YOUR TASK - Look through the listing below for the string "Littré". Show each line where it occurs.

RECORDS PROVIDED -
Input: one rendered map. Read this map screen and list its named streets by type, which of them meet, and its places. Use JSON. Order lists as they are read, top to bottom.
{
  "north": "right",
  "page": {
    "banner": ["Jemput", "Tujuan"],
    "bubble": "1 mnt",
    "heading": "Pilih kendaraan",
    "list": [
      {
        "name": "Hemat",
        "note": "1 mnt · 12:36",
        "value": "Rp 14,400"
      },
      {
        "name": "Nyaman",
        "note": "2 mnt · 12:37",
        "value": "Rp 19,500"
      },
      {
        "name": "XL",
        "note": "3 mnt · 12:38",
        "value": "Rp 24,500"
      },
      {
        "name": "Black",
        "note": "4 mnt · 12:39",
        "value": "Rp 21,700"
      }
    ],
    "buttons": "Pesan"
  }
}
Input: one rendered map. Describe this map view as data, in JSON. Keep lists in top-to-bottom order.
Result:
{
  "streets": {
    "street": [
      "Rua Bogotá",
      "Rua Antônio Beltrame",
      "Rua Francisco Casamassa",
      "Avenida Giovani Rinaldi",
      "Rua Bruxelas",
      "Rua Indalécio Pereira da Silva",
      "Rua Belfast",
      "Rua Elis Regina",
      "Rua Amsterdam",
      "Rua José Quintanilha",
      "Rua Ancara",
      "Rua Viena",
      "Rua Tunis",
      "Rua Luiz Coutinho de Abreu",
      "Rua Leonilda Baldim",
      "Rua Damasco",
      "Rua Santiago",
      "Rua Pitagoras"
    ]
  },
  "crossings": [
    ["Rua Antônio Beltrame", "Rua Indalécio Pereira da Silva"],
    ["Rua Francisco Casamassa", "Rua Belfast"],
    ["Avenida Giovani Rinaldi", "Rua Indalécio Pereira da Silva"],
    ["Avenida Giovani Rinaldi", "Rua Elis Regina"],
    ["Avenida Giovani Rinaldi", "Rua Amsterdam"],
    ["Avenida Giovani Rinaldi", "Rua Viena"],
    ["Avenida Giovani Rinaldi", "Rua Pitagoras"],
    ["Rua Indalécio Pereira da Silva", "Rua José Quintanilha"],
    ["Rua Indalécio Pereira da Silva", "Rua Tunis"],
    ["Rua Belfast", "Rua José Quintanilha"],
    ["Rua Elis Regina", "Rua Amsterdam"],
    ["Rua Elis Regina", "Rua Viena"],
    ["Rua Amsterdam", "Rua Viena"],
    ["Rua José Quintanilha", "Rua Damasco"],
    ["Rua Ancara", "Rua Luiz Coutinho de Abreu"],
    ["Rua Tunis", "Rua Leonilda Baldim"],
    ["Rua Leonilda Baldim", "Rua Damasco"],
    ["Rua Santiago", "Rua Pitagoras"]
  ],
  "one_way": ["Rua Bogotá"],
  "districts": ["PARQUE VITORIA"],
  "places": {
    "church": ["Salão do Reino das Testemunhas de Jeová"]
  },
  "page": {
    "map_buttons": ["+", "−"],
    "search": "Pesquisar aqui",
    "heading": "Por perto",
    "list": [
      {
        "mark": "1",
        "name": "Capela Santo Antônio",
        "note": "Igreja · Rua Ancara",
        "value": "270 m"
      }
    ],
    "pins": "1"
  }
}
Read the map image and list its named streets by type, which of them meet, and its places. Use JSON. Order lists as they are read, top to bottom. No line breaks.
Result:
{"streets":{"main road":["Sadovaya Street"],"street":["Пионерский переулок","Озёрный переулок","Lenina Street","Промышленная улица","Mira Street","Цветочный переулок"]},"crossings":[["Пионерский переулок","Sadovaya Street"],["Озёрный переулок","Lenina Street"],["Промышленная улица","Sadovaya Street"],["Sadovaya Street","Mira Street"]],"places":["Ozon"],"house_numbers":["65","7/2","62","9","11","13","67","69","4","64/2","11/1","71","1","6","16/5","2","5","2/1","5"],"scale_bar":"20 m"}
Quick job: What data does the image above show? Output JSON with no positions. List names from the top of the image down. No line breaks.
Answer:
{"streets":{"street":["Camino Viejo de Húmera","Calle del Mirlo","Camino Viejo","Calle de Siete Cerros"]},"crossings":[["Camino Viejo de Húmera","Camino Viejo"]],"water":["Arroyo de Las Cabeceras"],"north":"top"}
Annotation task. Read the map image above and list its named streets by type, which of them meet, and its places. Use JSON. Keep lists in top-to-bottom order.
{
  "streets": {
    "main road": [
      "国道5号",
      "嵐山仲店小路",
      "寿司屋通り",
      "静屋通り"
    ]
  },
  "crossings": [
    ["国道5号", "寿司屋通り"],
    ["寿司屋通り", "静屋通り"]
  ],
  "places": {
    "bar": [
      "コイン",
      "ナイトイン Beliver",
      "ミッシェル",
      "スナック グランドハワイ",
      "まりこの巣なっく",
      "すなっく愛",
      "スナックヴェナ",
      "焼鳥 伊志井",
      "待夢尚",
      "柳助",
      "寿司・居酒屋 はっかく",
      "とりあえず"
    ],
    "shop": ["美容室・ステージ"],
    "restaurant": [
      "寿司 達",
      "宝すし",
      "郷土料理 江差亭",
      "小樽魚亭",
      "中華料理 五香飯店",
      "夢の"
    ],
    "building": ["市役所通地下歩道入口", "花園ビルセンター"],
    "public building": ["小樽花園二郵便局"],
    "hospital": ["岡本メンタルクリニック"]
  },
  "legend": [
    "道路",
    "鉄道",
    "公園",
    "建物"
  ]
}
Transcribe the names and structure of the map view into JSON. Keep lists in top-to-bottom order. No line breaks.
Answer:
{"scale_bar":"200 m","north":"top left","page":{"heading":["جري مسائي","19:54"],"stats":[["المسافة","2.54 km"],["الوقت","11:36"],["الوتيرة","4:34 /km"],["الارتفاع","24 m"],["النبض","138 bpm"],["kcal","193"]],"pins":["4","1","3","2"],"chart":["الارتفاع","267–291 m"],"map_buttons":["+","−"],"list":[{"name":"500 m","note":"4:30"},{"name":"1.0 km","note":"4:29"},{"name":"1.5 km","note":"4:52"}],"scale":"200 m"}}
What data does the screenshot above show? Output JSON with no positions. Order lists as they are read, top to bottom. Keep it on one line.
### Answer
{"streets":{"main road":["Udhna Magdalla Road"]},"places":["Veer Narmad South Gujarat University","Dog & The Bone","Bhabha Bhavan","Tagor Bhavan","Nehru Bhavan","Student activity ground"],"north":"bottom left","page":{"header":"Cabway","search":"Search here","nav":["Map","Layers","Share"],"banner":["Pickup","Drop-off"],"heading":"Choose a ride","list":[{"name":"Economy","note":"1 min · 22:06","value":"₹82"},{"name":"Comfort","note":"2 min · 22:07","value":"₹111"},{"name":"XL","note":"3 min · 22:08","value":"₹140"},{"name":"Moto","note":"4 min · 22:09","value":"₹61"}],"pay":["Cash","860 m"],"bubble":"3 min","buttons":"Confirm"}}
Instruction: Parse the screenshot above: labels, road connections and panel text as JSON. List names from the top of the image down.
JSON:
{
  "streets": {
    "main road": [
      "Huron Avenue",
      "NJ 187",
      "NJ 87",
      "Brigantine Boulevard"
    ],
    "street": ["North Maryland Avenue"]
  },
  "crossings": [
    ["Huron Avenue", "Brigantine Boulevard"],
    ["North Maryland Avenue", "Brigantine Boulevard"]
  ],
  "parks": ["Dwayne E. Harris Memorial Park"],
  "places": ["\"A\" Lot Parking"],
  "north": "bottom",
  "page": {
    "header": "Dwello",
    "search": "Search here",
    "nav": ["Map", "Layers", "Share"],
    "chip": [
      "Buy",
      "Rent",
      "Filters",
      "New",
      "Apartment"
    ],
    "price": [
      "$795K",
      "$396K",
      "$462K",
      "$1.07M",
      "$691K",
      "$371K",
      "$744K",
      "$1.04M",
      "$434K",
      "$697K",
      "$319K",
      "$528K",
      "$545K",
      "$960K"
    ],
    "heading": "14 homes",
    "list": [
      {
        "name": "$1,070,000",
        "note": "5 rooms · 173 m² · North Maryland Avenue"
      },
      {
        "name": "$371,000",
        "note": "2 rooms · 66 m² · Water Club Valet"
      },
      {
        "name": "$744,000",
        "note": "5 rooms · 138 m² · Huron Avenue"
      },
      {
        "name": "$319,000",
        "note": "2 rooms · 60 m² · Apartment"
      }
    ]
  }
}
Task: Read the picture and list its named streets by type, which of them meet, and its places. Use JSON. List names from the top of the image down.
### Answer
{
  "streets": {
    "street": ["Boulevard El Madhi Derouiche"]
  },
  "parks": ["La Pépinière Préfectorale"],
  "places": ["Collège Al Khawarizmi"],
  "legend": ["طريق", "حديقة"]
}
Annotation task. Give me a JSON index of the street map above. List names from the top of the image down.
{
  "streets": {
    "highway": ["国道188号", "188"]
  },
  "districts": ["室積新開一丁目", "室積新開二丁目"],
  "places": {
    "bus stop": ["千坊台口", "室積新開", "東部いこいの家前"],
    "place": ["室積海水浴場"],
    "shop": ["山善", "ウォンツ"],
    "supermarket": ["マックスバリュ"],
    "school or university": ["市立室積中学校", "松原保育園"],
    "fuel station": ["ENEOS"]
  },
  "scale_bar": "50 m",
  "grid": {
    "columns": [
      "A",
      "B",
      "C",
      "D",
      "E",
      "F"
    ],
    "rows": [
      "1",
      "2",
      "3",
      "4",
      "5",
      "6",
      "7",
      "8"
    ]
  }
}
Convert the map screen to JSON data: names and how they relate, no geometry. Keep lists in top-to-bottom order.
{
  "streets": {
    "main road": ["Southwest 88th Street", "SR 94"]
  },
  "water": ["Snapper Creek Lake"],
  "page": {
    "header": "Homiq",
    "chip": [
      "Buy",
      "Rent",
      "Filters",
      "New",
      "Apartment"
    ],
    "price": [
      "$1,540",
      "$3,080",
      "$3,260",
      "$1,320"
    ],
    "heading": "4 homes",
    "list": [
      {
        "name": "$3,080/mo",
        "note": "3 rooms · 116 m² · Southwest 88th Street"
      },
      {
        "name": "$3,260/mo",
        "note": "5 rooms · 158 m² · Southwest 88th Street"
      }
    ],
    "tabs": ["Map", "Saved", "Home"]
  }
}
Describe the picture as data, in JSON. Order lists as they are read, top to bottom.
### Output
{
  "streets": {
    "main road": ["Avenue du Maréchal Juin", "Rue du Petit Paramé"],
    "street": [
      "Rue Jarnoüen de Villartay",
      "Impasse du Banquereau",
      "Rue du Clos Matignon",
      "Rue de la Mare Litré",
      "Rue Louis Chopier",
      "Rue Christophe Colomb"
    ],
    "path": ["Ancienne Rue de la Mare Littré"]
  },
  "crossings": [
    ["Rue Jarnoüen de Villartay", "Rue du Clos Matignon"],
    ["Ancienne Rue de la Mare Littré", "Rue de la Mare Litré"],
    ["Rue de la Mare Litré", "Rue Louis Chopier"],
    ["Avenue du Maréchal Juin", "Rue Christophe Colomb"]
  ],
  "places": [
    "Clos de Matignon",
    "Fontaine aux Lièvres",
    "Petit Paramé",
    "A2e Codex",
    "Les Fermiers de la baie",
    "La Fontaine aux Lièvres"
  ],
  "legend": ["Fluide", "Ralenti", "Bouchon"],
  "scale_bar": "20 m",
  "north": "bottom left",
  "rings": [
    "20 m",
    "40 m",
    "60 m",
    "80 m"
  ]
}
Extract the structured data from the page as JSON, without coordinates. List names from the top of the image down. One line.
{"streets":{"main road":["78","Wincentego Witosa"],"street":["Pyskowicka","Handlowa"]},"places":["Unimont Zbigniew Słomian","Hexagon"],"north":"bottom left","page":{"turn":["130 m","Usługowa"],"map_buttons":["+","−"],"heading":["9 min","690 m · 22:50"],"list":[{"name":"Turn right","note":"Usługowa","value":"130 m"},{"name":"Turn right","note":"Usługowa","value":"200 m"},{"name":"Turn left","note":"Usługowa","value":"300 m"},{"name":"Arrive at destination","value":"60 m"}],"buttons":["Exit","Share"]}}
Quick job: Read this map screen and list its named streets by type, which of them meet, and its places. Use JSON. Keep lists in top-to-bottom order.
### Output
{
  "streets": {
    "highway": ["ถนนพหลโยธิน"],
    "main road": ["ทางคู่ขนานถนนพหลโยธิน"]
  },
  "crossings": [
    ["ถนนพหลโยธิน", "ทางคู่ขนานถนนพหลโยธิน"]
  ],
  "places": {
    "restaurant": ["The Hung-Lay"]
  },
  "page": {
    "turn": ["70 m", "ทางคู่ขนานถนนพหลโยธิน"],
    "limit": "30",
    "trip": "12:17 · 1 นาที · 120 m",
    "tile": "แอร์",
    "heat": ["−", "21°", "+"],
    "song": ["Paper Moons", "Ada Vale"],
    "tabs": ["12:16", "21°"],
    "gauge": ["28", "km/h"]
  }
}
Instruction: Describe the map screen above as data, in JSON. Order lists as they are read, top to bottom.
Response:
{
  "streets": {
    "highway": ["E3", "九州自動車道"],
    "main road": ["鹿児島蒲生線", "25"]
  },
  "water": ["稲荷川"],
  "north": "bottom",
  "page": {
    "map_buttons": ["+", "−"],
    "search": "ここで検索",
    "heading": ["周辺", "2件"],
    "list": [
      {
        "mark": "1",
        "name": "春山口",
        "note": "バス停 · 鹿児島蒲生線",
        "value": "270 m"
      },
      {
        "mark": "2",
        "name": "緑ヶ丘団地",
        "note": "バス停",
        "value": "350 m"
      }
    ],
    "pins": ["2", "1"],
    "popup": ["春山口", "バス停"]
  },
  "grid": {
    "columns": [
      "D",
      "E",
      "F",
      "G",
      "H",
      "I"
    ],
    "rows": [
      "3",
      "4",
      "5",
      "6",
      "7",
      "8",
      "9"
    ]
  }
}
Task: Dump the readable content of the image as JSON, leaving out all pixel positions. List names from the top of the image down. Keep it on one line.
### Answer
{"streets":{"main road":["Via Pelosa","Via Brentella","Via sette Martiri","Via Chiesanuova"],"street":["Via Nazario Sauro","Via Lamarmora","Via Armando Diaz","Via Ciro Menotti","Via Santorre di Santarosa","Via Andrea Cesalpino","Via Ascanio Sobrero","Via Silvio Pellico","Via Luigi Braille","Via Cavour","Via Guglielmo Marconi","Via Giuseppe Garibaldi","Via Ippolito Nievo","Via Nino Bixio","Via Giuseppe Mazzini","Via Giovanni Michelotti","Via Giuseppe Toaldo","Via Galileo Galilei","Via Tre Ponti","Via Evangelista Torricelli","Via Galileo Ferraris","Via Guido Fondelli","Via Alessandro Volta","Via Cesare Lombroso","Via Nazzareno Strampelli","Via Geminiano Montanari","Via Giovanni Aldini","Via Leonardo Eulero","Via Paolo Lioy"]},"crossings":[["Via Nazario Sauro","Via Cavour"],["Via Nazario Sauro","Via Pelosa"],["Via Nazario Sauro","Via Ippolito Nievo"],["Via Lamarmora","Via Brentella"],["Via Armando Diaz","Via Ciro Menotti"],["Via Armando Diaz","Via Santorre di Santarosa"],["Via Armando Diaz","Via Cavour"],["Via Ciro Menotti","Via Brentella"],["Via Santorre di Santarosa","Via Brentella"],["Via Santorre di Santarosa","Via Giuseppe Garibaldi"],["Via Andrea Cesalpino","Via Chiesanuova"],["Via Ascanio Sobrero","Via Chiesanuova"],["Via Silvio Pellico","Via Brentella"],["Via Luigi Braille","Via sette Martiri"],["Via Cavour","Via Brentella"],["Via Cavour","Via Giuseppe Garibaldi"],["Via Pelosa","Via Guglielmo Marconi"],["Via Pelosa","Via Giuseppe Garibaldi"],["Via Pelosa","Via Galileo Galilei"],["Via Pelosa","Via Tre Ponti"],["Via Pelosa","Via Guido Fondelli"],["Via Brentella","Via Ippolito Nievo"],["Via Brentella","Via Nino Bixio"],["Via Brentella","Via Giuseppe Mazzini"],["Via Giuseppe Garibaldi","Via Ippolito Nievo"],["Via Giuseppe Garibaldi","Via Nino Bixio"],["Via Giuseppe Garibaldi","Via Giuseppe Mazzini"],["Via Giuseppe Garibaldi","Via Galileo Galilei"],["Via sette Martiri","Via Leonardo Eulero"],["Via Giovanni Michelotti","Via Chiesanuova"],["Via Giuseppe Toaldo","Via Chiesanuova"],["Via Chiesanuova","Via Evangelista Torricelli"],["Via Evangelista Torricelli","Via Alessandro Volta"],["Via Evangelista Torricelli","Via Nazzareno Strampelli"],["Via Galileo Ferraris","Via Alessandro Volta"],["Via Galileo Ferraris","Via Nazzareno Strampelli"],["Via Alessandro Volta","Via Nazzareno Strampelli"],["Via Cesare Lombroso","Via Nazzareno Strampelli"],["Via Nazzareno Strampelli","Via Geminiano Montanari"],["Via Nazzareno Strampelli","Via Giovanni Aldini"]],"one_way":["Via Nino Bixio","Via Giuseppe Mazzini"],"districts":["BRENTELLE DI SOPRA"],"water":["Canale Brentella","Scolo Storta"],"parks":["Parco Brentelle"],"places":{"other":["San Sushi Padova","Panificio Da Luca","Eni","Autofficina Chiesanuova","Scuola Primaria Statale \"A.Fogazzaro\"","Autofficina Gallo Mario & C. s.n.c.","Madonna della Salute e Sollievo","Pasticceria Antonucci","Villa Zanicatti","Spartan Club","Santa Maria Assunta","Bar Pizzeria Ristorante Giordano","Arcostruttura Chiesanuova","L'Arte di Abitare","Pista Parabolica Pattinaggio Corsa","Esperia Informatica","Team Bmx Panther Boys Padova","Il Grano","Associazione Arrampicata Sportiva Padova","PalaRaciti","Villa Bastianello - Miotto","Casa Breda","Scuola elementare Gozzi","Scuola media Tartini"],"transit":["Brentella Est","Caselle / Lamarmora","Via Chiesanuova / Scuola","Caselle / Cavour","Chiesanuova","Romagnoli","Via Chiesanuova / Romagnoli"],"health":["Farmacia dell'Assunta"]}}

ANSWER TO THE PROBLEM -
    "path": ["Ancienne Rue de la Mare Littré"]
    ["Ancienne Rue de la Mare Littré", "Rue de la Mare Litré"],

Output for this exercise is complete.